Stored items
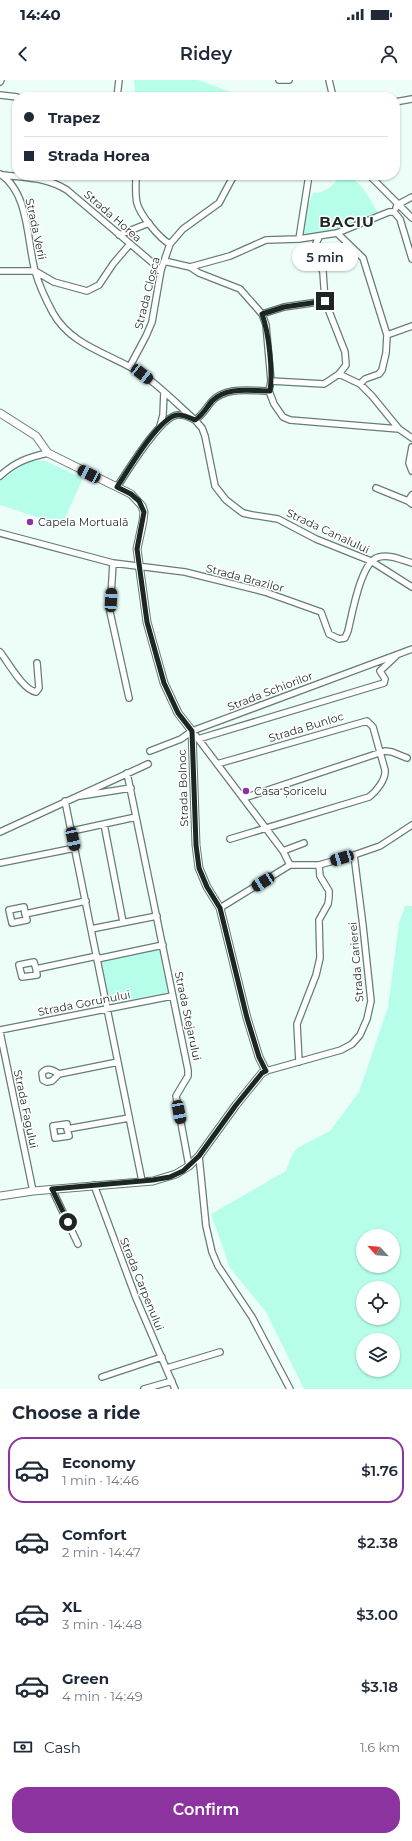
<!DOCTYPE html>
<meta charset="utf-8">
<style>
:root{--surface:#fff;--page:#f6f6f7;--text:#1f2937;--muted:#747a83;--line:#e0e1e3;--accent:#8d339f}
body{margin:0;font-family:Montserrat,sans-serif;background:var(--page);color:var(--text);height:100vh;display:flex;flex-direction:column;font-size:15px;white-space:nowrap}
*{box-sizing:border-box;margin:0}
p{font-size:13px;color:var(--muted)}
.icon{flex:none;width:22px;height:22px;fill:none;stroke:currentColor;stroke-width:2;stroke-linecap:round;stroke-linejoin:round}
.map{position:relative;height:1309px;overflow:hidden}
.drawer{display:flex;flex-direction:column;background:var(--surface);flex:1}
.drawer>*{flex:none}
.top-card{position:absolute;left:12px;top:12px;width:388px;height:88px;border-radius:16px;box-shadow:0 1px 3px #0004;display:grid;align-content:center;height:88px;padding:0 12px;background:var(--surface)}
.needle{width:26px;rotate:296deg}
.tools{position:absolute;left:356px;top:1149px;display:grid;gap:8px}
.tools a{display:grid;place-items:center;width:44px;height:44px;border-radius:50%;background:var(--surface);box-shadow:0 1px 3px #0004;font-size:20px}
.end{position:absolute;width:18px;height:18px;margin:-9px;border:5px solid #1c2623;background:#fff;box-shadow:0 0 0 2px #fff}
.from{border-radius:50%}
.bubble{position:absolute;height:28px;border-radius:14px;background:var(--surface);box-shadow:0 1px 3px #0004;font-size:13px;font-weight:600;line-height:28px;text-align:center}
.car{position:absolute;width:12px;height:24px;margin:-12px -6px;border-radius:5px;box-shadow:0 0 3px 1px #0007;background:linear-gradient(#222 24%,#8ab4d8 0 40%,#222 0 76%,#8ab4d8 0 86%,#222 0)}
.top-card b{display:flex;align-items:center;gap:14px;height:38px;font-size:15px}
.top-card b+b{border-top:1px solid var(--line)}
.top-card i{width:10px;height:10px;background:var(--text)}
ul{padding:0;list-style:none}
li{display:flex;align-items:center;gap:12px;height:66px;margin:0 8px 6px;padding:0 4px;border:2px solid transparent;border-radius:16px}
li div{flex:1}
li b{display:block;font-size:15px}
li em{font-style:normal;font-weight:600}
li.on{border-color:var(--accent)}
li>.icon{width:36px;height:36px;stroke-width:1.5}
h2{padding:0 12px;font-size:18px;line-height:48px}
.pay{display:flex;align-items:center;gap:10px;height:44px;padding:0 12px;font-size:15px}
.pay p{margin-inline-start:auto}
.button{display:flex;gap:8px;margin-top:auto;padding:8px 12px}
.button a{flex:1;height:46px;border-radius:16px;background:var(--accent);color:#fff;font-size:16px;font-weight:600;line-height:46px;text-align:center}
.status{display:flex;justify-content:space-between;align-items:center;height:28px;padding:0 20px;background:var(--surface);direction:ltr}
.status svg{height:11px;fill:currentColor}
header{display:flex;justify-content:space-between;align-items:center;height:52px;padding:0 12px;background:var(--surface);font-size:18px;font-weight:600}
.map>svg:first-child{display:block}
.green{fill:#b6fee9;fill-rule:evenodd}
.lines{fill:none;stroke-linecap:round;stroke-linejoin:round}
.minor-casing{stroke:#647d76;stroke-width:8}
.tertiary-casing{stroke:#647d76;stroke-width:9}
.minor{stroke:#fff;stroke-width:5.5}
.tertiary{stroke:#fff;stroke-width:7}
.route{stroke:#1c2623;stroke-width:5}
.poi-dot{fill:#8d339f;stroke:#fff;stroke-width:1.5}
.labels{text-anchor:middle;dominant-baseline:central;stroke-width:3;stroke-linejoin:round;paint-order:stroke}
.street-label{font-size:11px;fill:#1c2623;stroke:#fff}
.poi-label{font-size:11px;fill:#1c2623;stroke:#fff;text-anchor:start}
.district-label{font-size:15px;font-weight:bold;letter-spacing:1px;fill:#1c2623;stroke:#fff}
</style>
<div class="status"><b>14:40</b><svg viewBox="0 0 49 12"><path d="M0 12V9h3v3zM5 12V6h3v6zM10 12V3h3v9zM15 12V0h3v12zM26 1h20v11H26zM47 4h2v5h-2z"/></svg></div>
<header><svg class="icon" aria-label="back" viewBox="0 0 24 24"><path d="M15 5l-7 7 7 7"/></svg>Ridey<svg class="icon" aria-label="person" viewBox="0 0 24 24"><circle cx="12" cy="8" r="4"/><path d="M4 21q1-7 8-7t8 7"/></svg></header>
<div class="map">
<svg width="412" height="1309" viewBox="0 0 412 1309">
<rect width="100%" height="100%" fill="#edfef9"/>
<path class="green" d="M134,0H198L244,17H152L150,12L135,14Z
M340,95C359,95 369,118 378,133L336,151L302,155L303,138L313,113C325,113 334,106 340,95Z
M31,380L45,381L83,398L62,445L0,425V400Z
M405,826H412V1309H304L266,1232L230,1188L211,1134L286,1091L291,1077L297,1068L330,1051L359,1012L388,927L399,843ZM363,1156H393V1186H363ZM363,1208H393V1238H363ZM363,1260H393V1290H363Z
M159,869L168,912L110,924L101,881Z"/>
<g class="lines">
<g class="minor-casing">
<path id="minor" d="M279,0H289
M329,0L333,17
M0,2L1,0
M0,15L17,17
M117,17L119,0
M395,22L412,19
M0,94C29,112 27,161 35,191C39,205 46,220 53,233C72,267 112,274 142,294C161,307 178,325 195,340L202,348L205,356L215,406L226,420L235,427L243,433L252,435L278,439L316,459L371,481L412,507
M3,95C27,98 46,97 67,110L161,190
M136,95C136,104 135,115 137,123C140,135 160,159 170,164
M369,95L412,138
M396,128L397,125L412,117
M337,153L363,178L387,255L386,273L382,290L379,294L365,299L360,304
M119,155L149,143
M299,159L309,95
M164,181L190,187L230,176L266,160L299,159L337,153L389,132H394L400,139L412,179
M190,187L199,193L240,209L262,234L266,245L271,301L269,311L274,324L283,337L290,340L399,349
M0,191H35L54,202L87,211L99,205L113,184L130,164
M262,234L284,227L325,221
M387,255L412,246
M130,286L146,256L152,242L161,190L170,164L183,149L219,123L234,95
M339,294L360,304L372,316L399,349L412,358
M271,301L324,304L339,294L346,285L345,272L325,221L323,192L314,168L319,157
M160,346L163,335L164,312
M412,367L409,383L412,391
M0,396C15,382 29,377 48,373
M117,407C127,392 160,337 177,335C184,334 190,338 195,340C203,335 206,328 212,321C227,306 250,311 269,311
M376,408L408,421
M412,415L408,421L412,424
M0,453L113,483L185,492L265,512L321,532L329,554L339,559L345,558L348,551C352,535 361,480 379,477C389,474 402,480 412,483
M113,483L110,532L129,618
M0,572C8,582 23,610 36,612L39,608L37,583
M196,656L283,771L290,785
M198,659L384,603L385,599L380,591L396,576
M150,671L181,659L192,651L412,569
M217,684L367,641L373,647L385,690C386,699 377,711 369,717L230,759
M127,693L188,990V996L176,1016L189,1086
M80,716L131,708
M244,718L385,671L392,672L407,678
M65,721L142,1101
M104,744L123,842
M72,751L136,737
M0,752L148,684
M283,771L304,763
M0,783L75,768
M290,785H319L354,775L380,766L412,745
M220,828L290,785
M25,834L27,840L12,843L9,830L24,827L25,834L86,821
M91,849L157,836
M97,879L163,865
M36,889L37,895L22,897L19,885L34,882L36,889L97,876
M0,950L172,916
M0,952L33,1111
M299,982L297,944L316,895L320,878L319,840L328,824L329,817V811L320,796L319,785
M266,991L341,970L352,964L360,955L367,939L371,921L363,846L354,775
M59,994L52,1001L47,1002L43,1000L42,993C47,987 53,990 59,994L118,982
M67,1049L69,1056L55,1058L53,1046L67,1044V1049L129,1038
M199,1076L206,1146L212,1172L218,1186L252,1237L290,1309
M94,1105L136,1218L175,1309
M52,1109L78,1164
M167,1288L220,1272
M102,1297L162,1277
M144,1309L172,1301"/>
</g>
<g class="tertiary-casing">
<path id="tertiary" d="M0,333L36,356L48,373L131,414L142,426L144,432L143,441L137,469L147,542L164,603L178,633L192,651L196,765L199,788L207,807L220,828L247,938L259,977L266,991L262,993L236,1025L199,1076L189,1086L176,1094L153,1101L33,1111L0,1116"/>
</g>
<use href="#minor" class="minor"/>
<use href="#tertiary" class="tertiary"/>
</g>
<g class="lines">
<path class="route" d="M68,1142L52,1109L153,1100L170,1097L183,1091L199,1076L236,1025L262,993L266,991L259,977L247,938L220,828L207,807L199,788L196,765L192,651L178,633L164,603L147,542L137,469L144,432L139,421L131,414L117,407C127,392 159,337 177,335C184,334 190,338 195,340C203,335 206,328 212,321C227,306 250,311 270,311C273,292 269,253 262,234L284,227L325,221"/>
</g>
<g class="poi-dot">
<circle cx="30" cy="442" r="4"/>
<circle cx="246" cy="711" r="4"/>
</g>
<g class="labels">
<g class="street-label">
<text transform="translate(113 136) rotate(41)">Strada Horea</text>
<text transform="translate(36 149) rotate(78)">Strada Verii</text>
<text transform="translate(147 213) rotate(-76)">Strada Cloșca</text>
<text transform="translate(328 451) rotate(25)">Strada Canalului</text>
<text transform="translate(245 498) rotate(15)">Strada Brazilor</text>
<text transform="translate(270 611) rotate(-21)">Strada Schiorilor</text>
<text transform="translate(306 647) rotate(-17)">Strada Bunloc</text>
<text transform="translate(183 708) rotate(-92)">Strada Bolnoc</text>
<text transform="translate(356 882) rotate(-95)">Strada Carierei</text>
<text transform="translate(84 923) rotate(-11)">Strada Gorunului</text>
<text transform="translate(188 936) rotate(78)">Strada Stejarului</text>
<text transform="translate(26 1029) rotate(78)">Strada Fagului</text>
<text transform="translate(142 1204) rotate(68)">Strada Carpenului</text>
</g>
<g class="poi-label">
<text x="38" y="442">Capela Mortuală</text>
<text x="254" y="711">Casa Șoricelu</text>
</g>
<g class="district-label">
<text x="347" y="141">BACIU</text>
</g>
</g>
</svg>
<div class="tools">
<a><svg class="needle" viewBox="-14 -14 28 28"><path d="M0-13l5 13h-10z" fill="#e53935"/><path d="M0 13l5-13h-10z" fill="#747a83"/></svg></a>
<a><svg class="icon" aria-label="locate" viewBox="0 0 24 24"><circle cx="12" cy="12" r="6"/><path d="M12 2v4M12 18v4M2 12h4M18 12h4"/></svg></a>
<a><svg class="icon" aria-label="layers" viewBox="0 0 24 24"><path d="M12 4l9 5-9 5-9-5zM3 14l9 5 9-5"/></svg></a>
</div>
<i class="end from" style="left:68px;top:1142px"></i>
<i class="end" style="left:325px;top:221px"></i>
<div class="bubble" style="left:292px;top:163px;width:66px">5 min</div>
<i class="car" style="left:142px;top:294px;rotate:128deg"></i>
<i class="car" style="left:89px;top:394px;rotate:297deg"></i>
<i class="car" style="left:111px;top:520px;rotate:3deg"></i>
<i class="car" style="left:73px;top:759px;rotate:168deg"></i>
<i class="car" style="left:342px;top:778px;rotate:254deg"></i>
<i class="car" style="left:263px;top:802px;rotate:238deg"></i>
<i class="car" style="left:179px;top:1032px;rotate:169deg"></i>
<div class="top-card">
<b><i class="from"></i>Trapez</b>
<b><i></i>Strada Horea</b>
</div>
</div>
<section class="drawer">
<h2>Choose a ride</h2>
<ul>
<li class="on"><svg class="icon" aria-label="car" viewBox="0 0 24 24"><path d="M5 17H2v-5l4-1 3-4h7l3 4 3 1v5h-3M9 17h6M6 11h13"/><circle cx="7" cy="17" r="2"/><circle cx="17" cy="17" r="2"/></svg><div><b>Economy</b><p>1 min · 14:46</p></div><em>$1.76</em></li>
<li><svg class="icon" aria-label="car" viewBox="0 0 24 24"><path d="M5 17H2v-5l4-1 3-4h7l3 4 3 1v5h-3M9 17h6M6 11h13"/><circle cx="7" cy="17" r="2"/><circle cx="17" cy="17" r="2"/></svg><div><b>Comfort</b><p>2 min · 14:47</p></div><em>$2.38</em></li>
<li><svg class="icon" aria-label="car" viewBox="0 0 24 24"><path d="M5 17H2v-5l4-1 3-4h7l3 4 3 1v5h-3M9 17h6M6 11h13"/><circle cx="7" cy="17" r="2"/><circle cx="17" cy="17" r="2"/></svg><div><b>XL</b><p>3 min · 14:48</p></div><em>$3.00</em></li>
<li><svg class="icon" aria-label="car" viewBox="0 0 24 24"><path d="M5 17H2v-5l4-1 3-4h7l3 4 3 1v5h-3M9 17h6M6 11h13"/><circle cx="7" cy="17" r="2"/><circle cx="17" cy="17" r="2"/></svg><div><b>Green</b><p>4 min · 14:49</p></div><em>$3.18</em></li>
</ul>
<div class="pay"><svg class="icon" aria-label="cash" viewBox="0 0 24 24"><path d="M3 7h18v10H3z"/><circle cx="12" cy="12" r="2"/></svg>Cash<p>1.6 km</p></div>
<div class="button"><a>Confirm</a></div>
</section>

▶ **Exercise brief**: Tally the lines above that include "tools", and reply with only the tally.

▶ **Written answer**: 3